I always love a good indie flick. Especially one that looks and sounds great, on what you know was a small budget. That pretty much sums up "Shadows In Mind" from Mark Schwab. Setting aside the trend leaning towards hand-held, this is mostly a visually traditional production. And that ain't bad. Using the call center as the wrap-around part of the story, past events are used a-la flashbacks, bringing us viewers up to speed - before finally finishing in real time. It's a pacing that works well for this particular story. Using the wrap-around conversations adds drama to the start and middle of the film, as we meet the characters and get into the story. As far as the post work goes, I was impressed... yet not surprised. Having seen a few other productions from Mark Schwab, many containing a lot of the same cast members, I'm always elated to see movement within the art. Forward motion is always a pleasure to witness first-hand. Schwab has actually raised the bar of his own creative work - meaning I'm going to have to raise the bar when considering a rating. A compliment through and through.
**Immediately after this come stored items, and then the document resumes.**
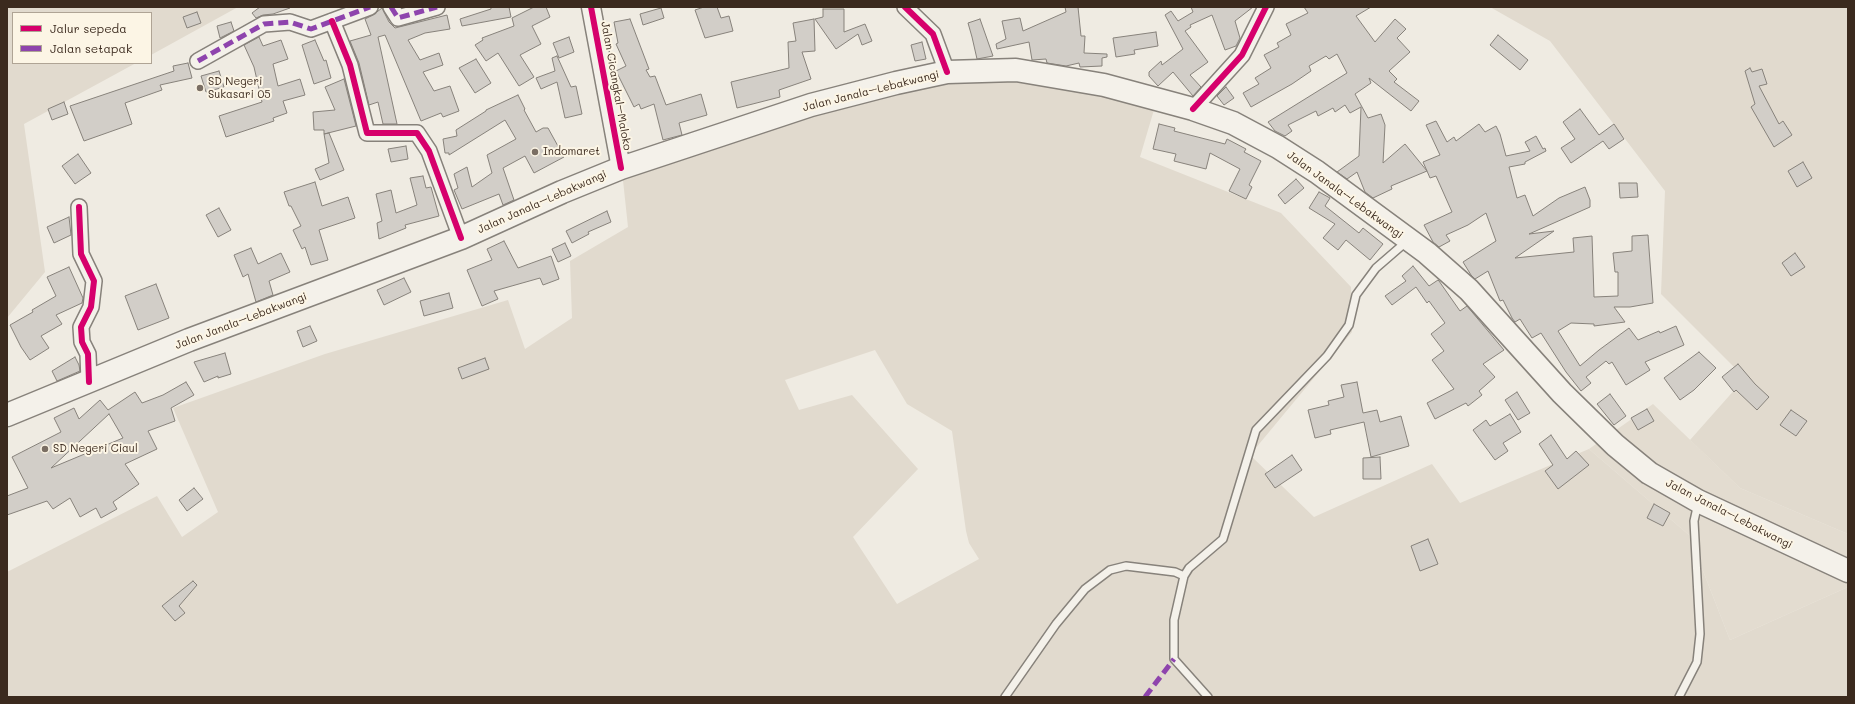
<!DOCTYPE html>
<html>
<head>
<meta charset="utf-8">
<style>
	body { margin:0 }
	#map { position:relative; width:1855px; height:704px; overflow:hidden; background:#efebe2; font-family:Mali,sans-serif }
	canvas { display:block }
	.frame { position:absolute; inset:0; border:8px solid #3b2a1e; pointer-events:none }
	.legend { position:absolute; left:12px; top:12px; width:140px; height:52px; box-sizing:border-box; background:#fcf5e5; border:1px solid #afa495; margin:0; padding:5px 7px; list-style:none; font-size:12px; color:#3b2a1e }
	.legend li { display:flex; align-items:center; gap:8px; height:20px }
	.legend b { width:20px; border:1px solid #afa495 }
</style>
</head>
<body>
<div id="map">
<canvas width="1855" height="704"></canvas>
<div class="frame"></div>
<ul class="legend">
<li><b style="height:5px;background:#d6006c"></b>Jalur sepeda</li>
<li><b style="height:5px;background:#8e44ad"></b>Jalan setapak</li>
</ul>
</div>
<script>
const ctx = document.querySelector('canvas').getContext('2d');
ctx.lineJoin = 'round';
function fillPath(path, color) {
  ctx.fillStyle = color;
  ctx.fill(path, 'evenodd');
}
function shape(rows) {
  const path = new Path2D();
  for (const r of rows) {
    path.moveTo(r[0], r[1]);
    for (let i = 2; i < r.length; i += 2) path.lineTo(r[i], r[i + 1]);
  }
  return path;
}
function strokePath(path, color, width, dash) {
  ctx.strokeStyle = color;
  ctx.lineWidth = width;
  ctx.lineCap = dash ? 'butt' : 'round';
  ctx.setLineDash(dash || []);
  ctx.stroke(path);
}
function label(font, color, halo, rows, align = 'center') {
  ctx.font = font + ' Mali,sans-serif';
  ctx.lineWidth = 4;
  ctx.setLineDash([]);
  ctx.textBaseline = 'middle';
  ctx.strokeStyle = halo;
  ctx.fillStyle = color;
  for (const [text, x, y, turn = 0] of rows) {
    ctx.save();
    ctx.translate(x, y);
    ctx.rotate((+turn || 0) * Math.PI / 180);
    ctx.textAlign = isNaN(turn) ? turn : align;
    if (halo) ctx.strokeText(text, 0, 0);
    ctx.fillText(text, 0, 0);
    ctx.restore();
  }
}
const built = shape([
	[1653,404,1740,488,1848,534,1848,587,1730,640,1689,535,1589,449]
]);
const green = shape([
	[7,7,238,7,151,55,151,13,13,13,13,63,136,63,24,124,45,272,7,318],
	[1490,7,1848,7,1848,534,1740,488,1690,440,1745,378,1661,294,1665,191,1550,41],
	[951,76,1058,81,1156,103,1140,157,1281,213,1351,287,1352,332,1250,455,1314,517,1432,464,1460,503,1589,449,1689,535,1730,640,1848,587,1848,697,7,697,7,572,157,496,182,537,218,512,173,408,325,354,508,300,525,349,572,318,570,261,628,227,622,171],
	[875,350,907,404,952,431,966,531,969,543,979,559,897,604,853,537,918,469,852,395,799,410,785,380]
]);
const building = shape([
	[260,7,290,7,290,8,273,14,263,15,256,18,252,13,260,7],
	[491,7,509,7,511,17,462,26,460,19,491,9,491,7],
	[534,7,546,7,550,17,532,26,541,44,520,55,534,77,519,86,498,53,486,61,475,45,483,40,482,38,514,26,512,18,534,7],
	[704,7,717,7,721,18,729,16,733,31,705,38,695,10,704,7],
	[1065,7,1078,7,1081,36,1085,36,1084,53,1107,54,1107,57,1102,58,1102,66,1080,67,1079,63,1066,66,1047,63,1046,59,1032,60,1029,42,997,49,996,44,1006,39,1002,21,1020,18,1023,31,1066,12,1065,7],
	[1191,7,1253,7,1235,21,1240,38,1236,46,1225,50,1212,15,1190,25,1191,27,1185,31,1208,62,1190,75,1201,87,1193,96,1173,72,1158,86,1149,76,1149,72,1161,61,1162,65,1183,49,1165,15,1171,11,1178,21,1193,12,1191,7],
	[1304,7,1371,7,1356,16,1375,42,1395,19,1406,29,1397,38,1410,52,1389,71,1397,79,1394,82,1419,101,1411,111,1369,78,1371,83,1355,94,1368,118,1381,114,1385,125,1383,163,1405,144,1427,171,1423,162,1440,155,1426,125,1436,121,1447,142,1454,137,1456,141,1479,124,1485,132,1496,126,1500,134,1506,156,1530,151,1525,142,1536,136,1543,149,1545,148,1546,151,1525,162,1525,164,1509,167,1517,198,1525,195,1533,216,1559,198,1585,187,1590,200,1590,207,1529,234,1554,231,1515,258,1574,252,1573,238,1592,236,1594,297,1618,296,1618,272,1615,272,1613,253,1632,251,1632,236,1648,235,1653,303,1630,307,1614,307,1625,322,1594,326,1594,324,1571,323,1558,331,1580,366,1599,350,1629,328,1638,340,1659,331,1660,333,1676,326,1684,345,1645,362,1650,370,1626,385,1612,362,1609,364,1606,361,1586,377,1591,383,1581,391,1566,372,1541,333,1532,338,1520,319,1515,322,1512,318,1503,300,1500,301,1488,271,1475,279,1471,275,1463,262,1496,241,1486,213,1468,225,1446,235,1450,241,1439,247,1433,242,1424,225,1452,212,1436,176,1430,178,1427,171,1391,186,1392,189,1373,198,1365,192,1357,172,1347,179,1337,172,1359,156,1361,107,1350,113,1345,105,1335,112,1333,108,1318,116,1316,111,1288,125,1292,131,1285,136,1275,131,1268,122,1347,73,1337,54,1329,59,1326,56,1309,66,1311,71,1292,84,1251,107,1243,93,1259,84,1255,78,1271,68,1264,55,1279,47,1277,43,1291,35,1286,24,1308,13,1304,7],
	[382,8,389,22,395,28,447,15,450,29,425,33,408,40,420,60,439,53,443,65,423,72,434,91,450,86,459,111,443,117,441,113,421,121,385,35,378,37,397,124,383,124,378,102,369,105,359,63,350,41,371,35,365,19,373,15,382,8],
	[661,8,664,18,643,25,640,14,661,8],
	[823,9,844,9,844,32,865,24,872,41,862,45,858,34,836,49,815,19,823,17,823,9],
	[197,12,201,23,187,28,183,17,197,12],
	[630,19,649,69,646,70,650,77,655,76,666,105,701,94,707,115,679,123,682,135,663,140,654,104,641,109,639,104,634,107,616,71,626,66,616,44,618,43,614,22,630,19],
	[814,19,815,51,802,52,811,79,779,90,780,97,737,108,731,82,789,68,788,42,796,41,793,23,814,19],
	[980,19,993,56,977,59,972,37,968,23,980,19],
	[231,22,234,31,220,38,217,26,231,22],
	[1156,32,1158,46,1134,50,1135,54,1116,57,1113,38,1156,32],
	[1498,35,1528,60,1520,70,1490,45,1498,35],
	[259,37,263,46,281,40,288,59,273,64,278,86,300,79,305,95,283,101,287,113,273,118,274,121,226,137,219,116,262,102,254,67,244,45,259,37],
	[569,37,574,52,559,58,553,43,569,37],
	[315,40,324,61,326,60,331,78,314,84,302,45,315,40],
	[922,42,926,59,915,61,911,45,922,42],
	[557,56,571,87,576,86,582,114,565,118,557,82,541,89,536,78,555,71,552,58,557,56],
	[476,59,491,83,475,93,459,68,476,59],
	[188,63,192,78,160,85,162,90,125,103,132,124,84,141,70,106,174,71,173,66,188,63],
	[1750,68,1752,72,1762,69,1767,84,1759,86,1779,124,1783,121,1792,135,1774,147,1751,107,1755,104,1745,71,1750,68],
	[219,71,224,87,206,92,201,76,219,71],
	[344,79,356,126,324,134,324,130,314,130,313,112,335,110,325,87,344,79],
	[1226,87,1234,98,1224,105,1217,96,1226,87],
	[518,95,525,109,524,110,536,132,543,128,548,128,564,157,534,173,525,156,503,168,514,200,503,205,499,194,462,209,454,190,458,188,454,174,467,167,472,187,492,173,487,155,516,139,505,120,449,155,449,153,445,153,443,139,457,136,456,130,486,111,486,110,518,95],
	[64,102,68,114,52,120,48,109,64,102],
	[1580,109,1599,135,1614,124,1624,139,1609,149,1603,141,1571,163,1561,148,1575,139,1563,122,1580,109],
	[1159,124,1175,128,1174,131,1225,144,1227,139,1246,149,1244,152,1261,161,1249,185,1252,187,1246,199,1229,191,1240,169,1210,153,1206,169,1174,161,1176,154,1153,149,1159,124],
	[329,133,344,170,320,180,315,169,329,163,324,134,329,133],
	[406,146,408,159,391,162,388,149,406,146],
	[78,154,91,173,75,184,62,166,78,154],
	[1803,162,1812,178,1797,187,1788,171,1803,162],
	[423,176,426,188,431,187,439,216,405,225,406,228,379,239,377,223,382,221,376,194,391,190,396,213,417,205,410,178,423,176],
	[1296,179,1304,188,1285,204,1278,195,1296,179],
	[315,182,322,206,348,197,355,218,319,230,328,260,311,265,305,247,302,249,293,230,301,226,291,206,289,206,284,192,315,182],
	[1619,183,1637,183,1638,197,1620,198,1619,183],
	[1319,192,1330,198,1325,206,1359,233,1363,228,1383,244,1370,260,1346,240,1338,250,1323,238,1335,224,1309,208,1319,192],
	[219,208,231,230,218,237,206,215,219,208],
	[607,211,611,222,588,232,589,234,572,243,566,231,607,211],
	[69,217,71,235,54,243,47,227,69,217],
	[504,241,518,268,551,256,559,279,543,285,540,278,494,291,498,299,482,306,467,270,492,260,487,249,504,241],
	[565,243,571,256,558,262,552,249,565,243],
	[251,248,258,264,281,253,290,272,269,281,273,295,256,302,248,274,243,277,234,255,251,248],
	[1795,253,1805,267,1791,276,1782,263,1795,253],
	[1413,266,1429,286,1438,280,1439,281,1460,311,1467,306,1504,350,1483,364,1495,377,1479,391,1482,395,1468,406,1466,403,1435,419,1427,403,1454,389,1432,360,1444,351,1431,334,1445,323,1429,301,1427,303,1416,287,1392,305,1385,296,1406,281,1402,276,1413,266],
	[69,267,83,298,82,303,56,315,62,324,41,336,49,348,30,360,21,347,10,325,33,312,32,310,56,296,47,277,69,267],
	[404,278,411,292,384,305,377,290,404,278],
	[156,284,169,318,138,330,125,296,156,284],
	[449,293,453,308,424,316,420,301,449,293],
	[310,326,317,341,303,347,297,331,310,326],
	[1699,352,1716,368,1694,390,1680,400,1664,378,1699,352],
	[225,353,231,374,218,378,218,376,204,382,194,362,225,353],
	[75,357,79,365,80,371,57,381,52,371,75,357],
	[485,358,489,369,462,379,458,368,485,358],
	[1738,364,1755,384,1769,397,1757,410,1736,390,1734,392,1722,377,1738,364],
	[186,382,194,395,171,408,175,421,148,431,157,449,125,464,139,484,113,502,117,509,101,518,96,508,80,517,70,498,53,509,47,501,7,515,7,496,28,488,12,457,61,432,54,418,74,408,79,419,100,400,108,410,135,392,142,403,163,395,186,382],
	[109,414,123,438,51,468,109,414],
	[1357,382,1363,413,1377,410,1380,422,1401,416,1409,446,1371,457,1364,422,1330,430,1331,434,1315,438,1308,410,1329,405,1328,401,1344,397,1341,385,1357,382],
	[1517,392,1530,413,1518,420,1505,400,1517,392],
	[1610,394,1626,416,1614,425,1597,404,1610,394],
	[1647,409,1654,421,1638,430,1631,418,1647,409],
	[1791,410,1807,421,1796,436,1780,425,1791,410],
	[1510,414,1521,432,1503,443,1508,451,1495,460,1473,430,1486,420,1490,426,1510,414],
	[1551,435,1567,459,1576,451,1589,465,1558,489,1545,471,1553,465,1539,444,1551,435],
	[1292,455,1302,470,1275,488,1265,474,1292,455],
	[1380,457,1381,479,1363,479,1363,458,1380,457],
	[194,488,203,499,187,511,179,500,194,488],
	[1654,504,1670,513,1663,526,1647,518,1654,504],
	[1428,539,1438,564,1420,571,1411,546,1428,539],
	[193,581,197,585,179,606,185,613,175,621,162,606,193,581]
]);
const service = shape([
	[1184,576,1174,620,1174,659,1208,697],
	[1005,697,1056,624,1085,589,1110,570,1126,566,1175,572,1184,576,1189,568,1223,539,1256,430,1327,356,1349,325,1356,295,1376,268,1406,242],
	[1679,697,1697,662,1700,634,1694,521,1698,503]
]);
const minor = shape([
	[391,7,398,18,437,7],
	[905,7,933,34,947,72],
	[332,21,350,65,367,133,417,133,429,151,461,238],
	[198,61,264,24,290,22,311,29,370,7],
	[1193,109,1242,55,1266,7],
	[79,207,81,254,94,281,91,307,81,327,82,342,88,354,89,382]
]);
const tertiary = shape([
	[591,7,621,168]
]);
const primary = shape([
	[7,415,189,340,461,238,562,192,621,168,811,105,896,83,947,72,1016,70,1104,85,1193,109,1233,123,1278,147,1317,172,1427,253,1469,290,1562,393,1615,445,1649,473,1698,501,1848,571]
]);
const quiet = shape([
	[391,7,398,18,437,7],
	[198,61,264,24,290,22,311,29,370,7],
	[1145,697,1174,659]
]);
const cycleway = shape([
	[591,7,621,168],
	[905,7,933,34,947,72],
	[332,21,350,65,367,133,417,133,429,151,461,238],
	[1193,109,1242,55,1266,7],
	[79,207,81,254,94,281,91,307,81,327,82,342,88,354,89,382]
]);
const markers = [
	[200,88,4,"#7a6e63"],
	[535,152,4,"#7a6e63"],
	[45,449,4,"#7a6e63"]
];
const poiNames = [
	["SD Negeri",208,82],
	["Sukasari 05",208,95],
	["Indomaret",543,152],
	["SD Negeri Ciaul",53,449]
];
const streetNames = [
	["Jalan Cicangkal–Maloko",616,86,80],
	["Jalan Janala–Lebakwangi",871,91,-14],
	["Jalan Janala–Lebakwangi",1345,195,36],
	["Jalan Janala–Lebakwangi",542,202,-24],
	["Jalan Janala–Lebakwangi",241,321,-21],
	["Jalan Janala–Lebakwangi",1729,514,27]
];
fillPath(built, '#e3dcd0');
fillPath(green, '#e1dace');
fillPath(building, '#d2cec8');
strokePath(building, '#87827b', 1);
strokePath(service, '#87827b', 10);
strokePath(minor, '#87827b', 18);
strokePath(tertiary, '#87827b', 21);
strokePath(primary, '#87827b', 25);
strokePath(service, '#f4f1ea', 7);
strokePath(minor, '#f4f1ea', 15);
strokePath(tertiary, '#f4f1ea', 18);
strokePath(primary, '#f4f1ea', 22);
strokePath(quiet, '#8e44ad', 5, [10, 5]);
strokePath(cycleway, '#d6006c', 6);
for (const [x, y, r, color] of markers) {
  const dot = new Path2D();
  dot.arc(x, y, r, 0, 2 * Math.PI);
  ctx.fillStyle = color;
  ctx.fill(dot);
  strokePath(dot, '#fcf5e5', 1.5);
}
label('11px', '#3b2a1e', '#fcf5e5', poiNames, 'left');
label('11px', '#3b2a1e', '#fcf5e5', streetNames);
</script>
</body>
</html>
Speaking of raising the bar, "Shadows In Mind" features some really convincing performances. Simon, Danny and Kyle - Corey Jackson, Christian Gabriel and Pano Tsaklas respectively, really strut their stuff as the main three. Corey Jackson has the tough job of connecting with actors he's never in the same room with. Somehow... he pulls it off. Looking uneasy at first, then giving way to real concern. Christian Gabriel and Pano Tsaklas show us that opposites do attract. That "honeymoon period" giving way to those true colors, really shine through loud and clear. However, the real interesting thing about "Shadows In Mind" is that even the supporting cast tighten their laces and deliver some great performances. There is very little "upstaging" happening in this film. Everyone holds their own. A tribute to Schwab himself, who no doubt cast the characters. Through and through this is a well written, well acted production. The little twist at the end? Loved it.
"Shadows In Mind" is the textbook example of taking what you have, and using the sh*t out of it. Maybe a little slow for the impatient people of the world, but for anyone who loves the "build" of a story, you'll have no problems enjoying this film. A solid four stars. Nothing wrong with that.